*** DATA FOR ANALYSIS Section Begins ***
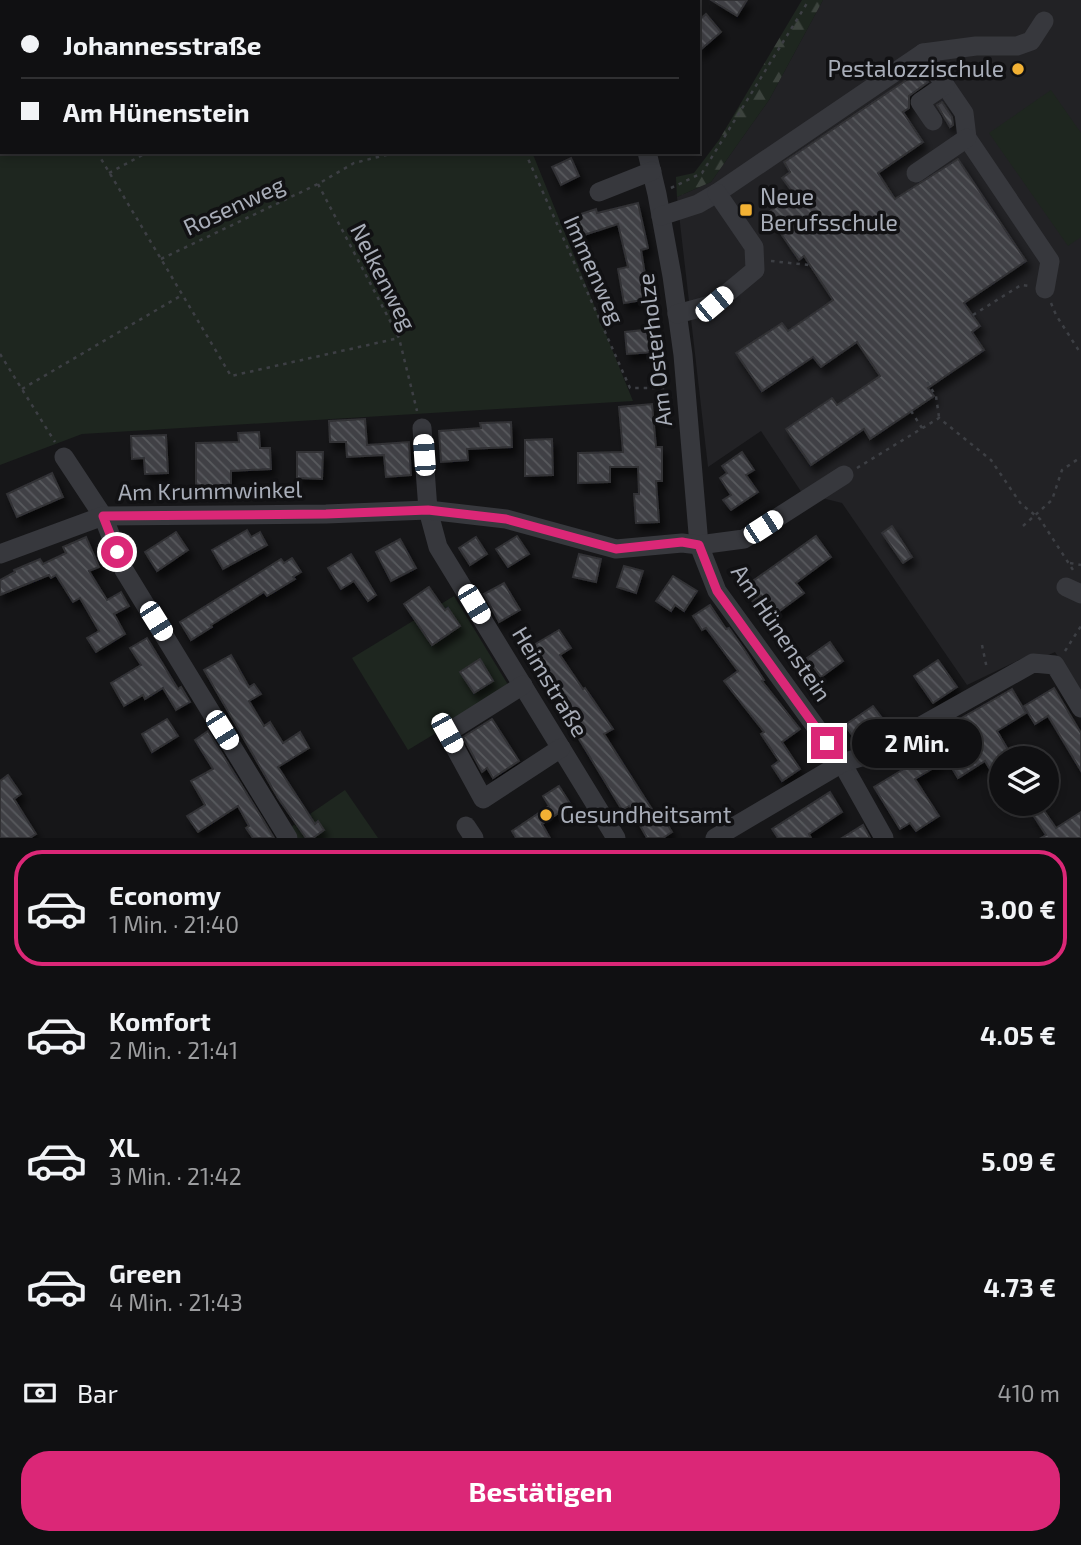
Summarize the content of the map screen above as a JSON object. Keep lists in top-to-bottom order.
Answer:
{
  "streets": {
    "street": [
      "Am Osterholze",
      "Am Krummwinkel",
      "Am Hünenstein",
      "Heimstraße"
    ],
    "path": ["Rosenweg", "Immenweg", "Nelkenweg"]
  },
  "crossings": [
    ["Rosenweg", "Nelkenweg"],
    ["Immenweg", "Am Osterholze"],
    ["Nelkenweg", "Heimstraße"],
    ["Am Osterholze", "Am Hünenstein"],
    ["Am Krummwinkel", "Heimstraße"]
  ],
  "places": {
    "other": ["Pestalozzischule", "Gesundheitsamt"],
    "transit": ["Neue Berufsschule"]
  },
  "page": {
    "banner": ["Johannesstraße", "Am Hünenstein"],
    "bubble": "2 Min.",
    "list": [
      {
        "name": "Economy",
        "note": "1 Min. · 21:40",
        "value": "3.00 €"
      },
      {
        "name": "Komfort",
        "note": "2 Min. · 21:41",
        "value": "4.05 €"
      },
      {
        "name": "XL",
        "note": "3 Min. · 21:42",
        "value": "5.09 €"
      },
      {
        "name": "Green",
        "note": "4 Min. · 21:43",
        "value": "4.73 €"
      }
    ],
    "pay": ["Bar", "410 m"],
    "buttons": "Bestätigen"
  }
}
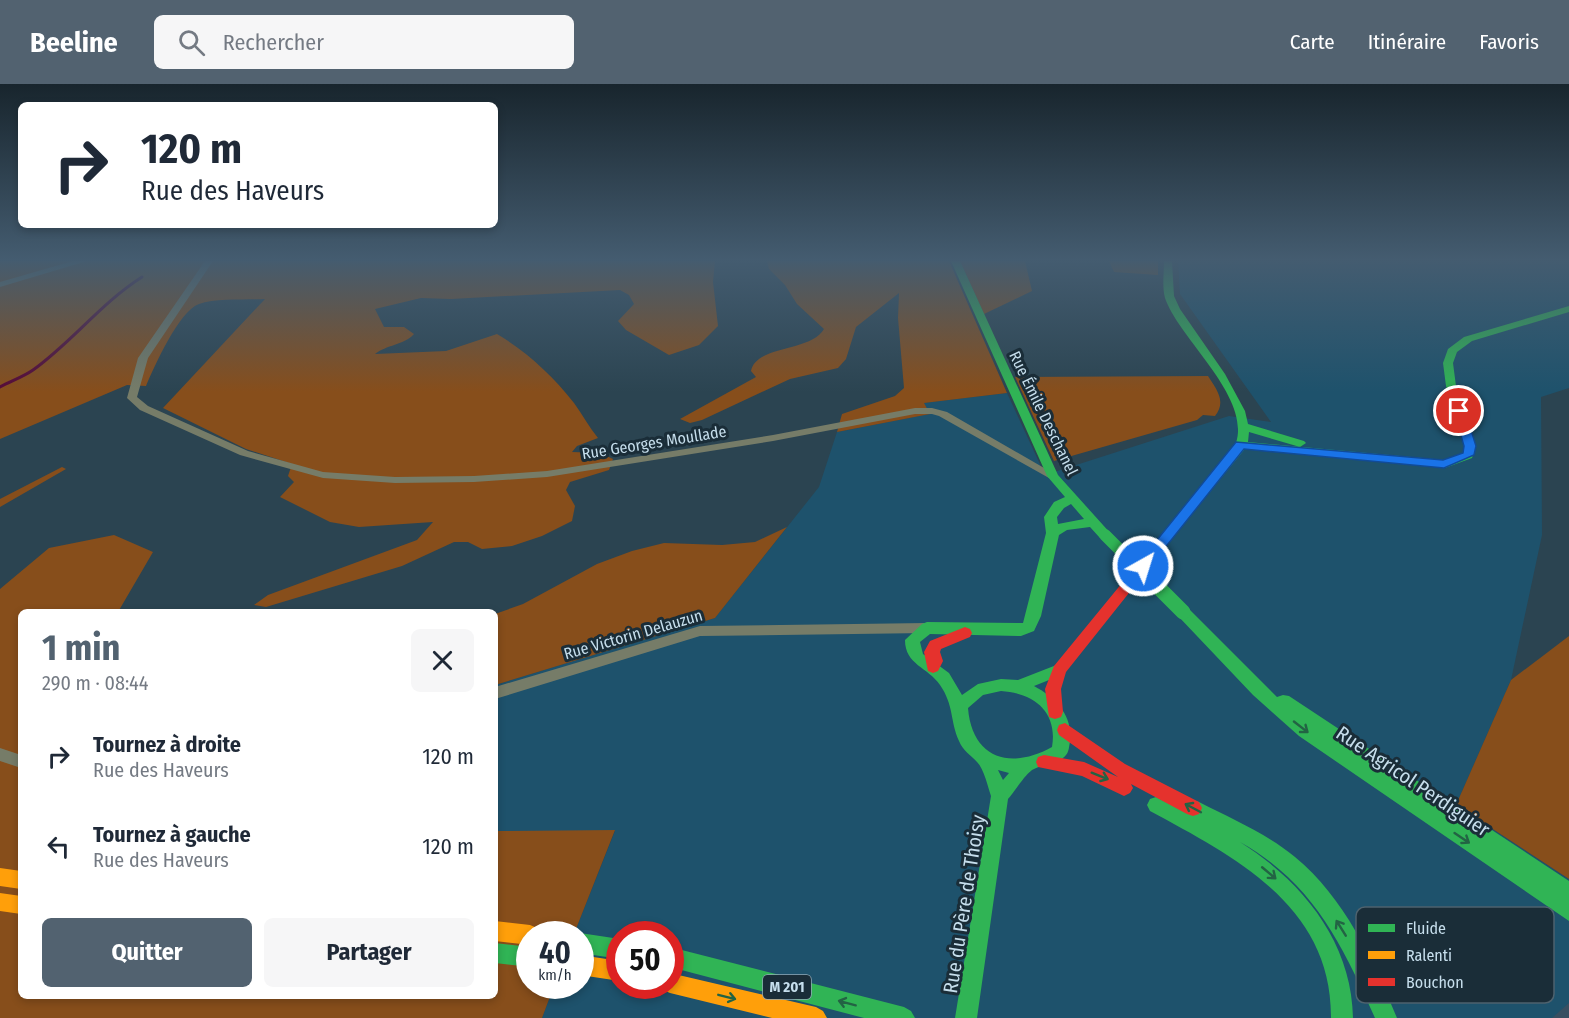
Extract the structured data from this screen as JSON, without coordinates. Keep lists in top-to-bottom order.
{
  "streets": {
    "main road": [
      "Rue Émile Deschanel",
      "Rue Agricol Perdiguier",
      "Rue du Père de Thoisy",
      "M 201"
    ],
    "street": ["Rue Georges Moullade", "Rue Victorin Delauzun"]
  },
  "crossings": [
    ["Rue Émile Deschanel", "Rue Georges Moullade"],
    ["Rue Émile Deschanel", "Rue Agricol Perdiguier"],
    ["Rue Victorin Delauzun", "Rue du Père de Thoisy"]
  ],
  "legend": ["Fluide", "Ralenti", "Bouchon"],
  "page": {
    "header": "Beeline",
    "search": "Rechercher",
    "nav": ["Carte", "Itinéraire", "Favoris"],
    "turn": ["120 m", "Rue des Haveurs"],
    "heading": ["1 min", "290 m · 08:44"],
    "list": [
      {
        "name": "Tournez à droite",
        "note": "Rue des Haveurs",
        "value": "120 m"
      },
      {
        "name": "Tournez à gauche",
        "note": "Rue des Haveurs",
        "value": "120 m"
      }
    ],
    "buttons": ["Quitter", "Partager"],
    "speed": "40 km/h",
    "limit": "50"
  }
}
*** DATA FOR ANALYSIS Section Ends ***
AIM OF THE EXERCISE: Your answer should be a single number: how many lines of the material contain "value".

RESULT OF THE TASK: 6